What the task asks: Using the data below, tally the lines that include the string "list". Only the number is wanted.

[Dataset content Boundary: Start]

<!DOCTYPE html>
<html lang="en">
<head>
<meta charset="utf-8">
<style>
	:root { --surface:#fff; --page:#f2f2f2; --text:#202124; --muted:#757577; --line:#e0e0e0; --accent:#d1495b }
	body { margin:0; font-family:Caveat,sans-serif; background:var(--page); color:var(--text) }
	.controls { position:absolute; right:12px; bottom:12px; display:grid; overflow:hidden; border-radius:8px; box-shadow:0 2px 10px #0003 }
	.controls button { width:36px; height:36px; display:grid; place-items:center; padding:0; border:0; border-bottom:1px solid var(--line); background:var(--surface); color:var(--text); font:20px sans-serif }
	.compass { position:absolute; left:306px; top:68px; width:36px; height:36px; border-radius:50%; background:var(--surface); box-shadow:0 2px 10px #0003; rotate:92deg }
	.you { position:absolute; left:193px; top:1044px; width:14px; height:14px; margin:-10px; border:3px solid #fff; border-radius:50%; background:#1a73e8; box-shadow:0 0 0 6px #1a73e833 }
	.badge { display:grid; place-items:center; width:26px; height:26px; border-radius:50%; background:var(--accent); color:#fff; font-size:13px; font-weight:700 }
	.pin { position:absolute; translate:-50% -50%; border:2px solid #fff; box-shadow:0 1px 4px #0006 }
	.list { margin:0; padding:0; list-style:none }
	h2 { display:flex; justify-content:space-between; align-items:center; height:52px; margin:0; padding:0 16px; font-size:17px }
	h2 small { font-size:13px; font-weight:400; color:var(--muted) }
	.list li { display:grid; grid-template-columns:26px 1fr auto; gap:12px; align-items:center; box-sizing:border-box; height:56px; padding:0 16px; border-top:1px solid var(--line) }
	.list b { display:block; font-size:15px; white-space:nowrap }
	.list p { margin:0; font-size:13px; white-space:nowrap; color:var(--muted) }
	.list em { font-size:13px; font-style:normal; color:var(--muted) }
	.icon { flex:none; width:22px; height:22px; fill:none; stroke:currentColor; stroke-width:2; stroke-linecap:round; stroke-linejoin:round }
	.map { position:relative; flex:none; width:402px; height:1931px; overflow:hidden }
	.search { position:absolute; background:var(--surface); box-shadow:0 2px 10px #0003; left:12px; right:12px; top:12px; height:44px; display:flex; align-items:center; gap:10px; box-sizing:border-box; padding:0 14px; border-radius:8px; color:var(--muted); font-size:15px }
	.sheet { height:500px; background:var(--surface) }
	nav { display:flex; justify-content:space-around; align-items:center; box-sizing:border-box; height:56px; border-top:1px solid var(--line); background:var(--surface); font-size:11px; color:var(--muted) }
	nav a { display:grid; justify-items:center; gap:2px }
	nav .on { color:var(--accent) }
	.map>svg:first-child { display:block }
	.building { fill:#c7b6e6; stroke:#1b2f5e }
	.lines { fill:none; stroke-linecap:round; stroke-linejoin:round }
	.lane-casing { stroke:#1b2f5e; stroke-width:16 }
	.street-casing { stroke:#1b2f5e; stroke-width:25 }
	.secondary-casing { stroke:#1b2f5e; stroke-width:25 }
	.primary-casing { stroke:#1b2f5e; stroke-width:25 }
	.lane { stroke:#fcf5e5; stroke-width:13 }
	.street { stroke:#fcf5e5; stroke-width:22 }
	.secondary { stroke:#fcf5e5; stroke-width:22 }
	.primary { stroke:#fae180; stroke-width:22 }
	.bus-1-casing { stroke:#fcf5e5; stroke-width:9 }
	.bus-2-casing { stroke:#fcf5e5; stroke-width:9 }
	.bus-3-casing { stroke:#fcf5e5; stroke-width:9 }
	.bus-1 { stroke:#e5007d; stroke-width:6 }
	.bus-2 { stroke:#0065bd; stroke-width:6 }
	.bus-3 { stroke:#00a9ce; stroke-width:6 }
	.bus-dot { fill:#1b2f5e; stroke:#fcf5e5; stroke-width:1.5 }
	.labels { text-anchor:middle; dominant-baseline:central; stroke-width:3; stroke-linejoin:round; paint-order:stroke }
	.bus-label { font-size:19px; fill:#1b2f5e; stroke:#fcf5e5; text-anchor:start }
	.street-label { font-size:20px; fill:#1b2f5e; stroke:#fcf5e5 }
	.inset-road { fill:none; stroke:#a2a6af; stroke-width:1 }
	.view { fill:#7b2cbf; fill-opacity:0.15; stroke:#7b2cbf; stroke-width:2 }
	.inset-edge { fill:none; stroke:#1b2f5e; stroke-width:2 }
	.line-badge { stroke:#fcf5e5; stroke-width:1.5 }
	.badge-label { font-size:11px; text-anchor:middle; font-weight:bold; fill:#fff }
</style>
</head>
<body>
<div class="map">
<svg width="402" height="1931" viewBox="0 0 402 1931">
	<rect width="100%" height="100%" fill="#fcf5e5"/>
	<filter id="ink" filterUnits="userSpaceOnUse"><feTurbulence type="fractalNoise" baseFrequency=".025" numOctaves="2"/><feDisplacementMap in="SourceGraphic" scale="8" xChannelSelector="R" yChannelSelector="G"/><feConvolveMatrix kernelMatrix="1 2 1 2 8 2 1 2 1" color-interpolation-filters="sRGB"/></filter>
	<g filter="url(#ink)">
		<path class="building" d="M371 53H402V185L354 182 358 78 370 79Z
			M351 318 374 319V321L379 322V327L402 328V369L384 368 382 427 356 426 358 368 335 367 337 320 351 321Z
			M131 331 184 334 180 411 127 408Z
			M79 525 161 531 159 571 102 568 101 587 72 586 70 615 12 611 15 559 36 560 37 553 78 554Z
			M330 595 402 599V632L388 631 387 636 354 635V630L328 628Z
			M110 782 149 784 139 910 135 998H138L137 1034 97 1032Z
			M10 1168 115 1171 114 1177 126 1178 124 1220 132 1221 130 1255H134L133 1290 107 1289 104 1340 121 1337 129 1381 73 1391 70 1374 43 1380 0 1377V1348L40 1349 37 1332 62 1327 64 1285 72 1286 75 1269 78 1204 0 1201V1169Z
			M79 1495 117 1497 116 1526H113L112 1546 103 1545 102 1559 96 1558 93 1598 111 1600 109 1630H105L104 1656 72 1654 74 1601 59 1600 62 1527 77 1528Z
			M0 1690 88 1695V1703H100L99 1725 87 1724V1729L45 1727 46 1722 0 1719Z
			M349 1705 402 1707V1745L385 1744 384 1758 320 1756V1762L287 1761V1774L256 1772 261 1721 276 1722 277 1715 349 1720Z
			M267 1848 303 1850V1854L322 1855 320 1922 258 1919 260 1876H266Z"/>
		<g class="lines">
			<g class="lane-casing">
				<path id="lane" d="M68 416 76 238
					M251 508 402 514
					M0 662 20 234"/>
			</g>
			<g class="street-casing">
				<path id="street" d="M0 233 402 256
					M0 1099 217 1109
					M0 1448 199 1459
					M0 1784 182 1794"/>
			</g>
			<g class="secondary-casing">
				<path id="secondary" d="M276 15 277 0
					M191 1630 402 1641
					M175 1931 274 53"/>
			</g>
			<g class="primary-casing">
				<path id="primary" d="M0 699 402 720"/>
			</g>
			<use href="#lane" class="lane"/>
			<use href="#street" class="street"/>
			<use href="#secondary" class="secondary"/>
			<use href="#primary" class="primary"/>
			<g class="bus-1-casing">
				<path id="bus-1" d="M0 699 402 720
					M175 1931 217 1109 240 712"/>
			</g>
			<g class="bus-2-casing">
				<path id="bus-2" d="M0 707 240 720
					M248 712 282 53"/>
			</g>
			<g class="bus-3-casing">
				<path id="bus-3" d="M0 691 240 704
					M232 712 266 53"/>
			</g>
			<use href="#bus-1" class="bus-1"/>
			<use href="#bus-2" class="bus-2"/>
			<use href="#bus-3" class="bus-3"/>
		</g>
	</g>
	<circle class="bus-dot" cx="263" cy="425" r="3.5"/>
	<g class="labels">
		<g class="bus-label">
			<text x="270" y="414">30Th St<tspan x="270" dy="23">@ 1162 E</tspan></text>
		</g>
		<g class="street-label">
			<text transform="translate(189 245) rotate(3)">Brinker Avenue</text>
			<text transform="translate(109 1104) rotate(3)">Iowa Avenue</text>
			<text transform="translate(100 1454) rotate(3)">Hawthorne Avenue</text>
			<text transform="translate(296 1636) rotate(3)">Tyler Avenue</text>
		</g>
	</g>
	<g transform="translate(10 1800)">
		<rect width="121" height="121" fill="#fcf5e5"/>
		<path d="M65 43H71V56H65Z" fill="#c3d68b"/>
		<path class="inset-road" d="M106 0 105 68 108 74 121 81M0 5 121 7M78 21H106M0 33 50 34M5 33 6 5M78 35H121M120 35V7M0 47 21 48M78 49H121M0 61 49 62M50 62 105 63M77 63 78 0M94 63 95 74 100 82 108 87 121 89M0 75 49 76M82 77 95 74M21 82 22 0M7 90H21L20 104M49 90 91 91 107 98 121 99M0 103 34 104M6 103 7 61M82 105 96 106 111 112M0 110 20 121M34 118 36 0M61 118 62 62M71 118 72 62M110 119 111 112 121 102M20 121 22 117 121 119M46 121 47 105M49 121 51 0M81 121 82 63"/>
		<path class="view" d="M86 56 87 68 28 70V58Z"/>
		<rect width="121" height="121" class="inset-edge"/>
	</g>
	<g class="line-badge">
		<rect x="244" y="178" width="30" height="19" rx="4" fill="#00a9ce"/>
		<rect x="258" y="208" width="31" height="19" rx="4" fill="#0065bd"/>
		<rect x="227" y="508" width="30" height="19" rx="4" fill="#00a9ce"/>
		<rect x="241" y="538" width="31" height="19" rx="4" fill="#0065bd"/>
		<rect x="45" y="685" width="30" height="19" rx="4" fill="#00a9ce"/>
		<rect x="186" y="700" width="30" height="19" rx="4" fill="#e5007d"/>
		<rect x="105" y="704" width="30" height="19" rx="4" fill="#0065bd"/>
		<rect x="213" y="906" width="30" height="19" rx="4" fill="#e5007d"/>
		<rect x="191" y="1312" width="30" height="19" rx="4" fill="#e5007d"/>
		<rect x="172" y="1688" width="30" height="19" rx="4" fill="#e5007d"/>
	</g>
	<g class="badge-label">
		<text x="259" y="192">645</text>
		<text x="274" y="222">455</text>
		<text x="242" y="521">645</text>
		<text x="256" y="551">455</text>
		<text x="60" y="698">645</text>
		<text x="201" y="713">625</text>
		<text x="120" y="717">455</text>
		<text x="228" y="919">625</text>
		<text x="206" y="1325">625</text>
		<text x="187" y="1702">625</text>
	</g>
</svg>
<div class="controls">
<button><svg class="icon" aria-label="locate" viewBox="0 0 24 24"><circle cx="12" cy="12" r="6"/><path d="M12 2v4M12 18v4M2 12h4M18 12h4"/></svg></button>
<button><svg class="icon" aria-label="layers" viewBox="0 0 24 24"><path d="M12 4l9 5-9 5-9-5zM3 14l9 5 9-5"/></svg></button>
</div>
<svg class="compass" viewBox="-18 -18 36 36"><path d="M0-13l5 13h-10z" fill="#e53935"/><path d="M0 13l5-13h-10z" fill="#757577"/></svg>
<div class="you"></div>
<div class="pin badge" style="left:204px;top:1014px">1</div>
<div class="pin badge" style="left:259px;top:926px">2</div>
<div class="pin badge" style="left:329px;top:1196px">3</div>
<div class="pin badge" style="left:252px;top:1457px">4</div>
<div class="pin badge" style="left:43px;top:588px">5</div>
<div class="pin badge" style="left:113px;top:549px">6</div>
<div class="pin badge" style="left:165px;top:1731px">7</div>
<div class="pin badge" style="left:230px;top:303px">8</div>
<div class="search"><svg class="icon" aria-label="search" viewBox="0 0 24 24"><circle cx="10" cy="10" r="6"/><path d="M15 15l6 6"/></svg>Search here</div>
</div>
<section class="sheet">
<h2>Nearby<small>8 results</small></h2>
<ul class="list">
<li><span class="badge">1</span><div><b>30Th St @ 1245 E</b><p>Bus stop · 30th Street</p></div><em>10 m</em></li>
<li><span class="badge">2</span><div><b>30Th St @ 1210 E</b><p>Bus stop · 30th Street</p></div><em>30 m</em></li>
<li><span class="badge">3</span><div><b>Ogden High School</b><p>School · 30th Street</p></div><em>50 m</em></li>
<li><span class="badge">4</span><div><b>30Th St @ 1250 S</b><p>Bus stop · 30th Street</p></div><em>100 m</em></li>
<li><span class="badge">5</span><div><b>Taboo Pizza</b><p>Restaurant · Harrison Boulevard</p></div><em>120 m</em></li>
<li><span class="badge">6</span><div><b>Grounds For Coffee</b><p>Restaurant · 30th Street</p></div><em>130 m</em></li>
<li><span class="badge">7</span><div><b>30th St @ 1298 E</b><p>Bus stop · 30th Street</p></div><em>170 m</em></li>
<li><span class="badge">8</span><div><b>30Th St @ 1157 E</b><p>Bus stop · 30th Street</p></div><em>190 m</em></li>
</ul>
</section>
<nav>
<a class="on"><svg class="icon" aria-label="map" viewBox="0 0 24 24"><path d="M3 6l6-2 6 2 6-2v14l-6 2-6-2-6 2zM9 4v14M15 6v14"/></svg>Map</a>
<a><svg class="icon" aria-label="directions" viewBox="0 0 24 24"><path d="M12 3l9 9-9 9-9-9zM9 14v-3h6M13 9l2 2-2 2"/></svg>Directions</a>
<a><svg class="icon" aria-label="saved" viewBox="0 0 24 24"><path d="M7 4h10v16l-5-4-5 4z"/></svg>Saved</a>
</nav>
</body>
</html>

[Dataset content Boundary: End]

Result for this task: 6